-- Records for processing follows --

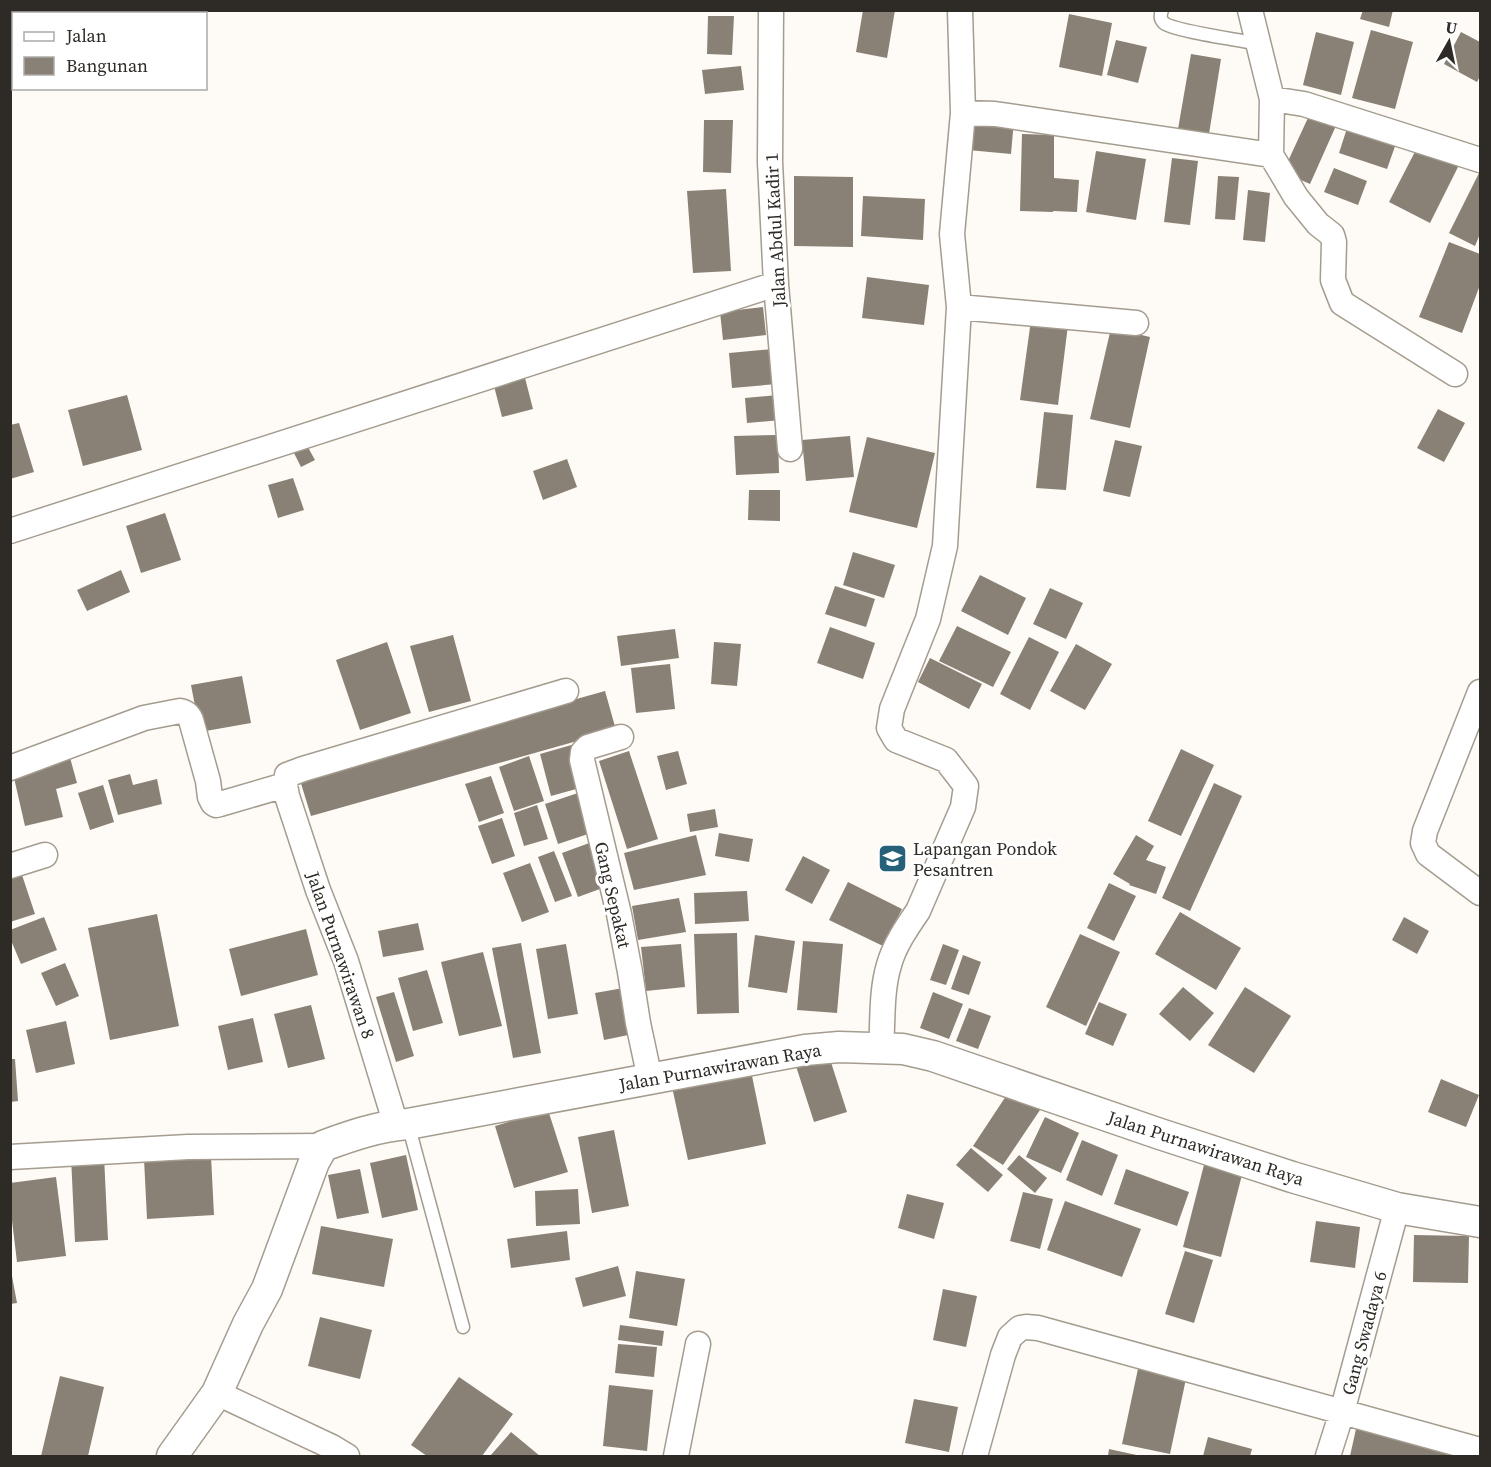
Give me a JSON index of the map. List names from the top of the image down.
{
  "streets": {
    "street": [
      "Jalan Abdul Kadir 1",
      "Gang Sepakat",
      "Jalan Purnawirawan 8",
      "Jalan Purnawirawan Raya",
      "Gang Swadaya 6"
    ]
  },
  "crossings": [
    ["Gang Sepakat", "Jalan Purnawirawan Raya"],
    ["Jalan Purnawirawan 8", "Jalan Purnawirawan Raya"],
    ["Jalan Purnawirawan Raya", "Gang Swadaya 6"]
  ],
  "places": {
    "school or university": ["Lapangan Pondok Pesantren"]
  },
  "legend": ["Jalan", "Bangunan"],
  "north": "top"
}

-- Records for processing concluded --

What is required -> The answer must consist of every line from the data that contains the word "Sepakat".

Exercise solution ->
      "Gang Sepakat",
    ["Gang Sepakat", "Jalan Purnawirawan Raya"],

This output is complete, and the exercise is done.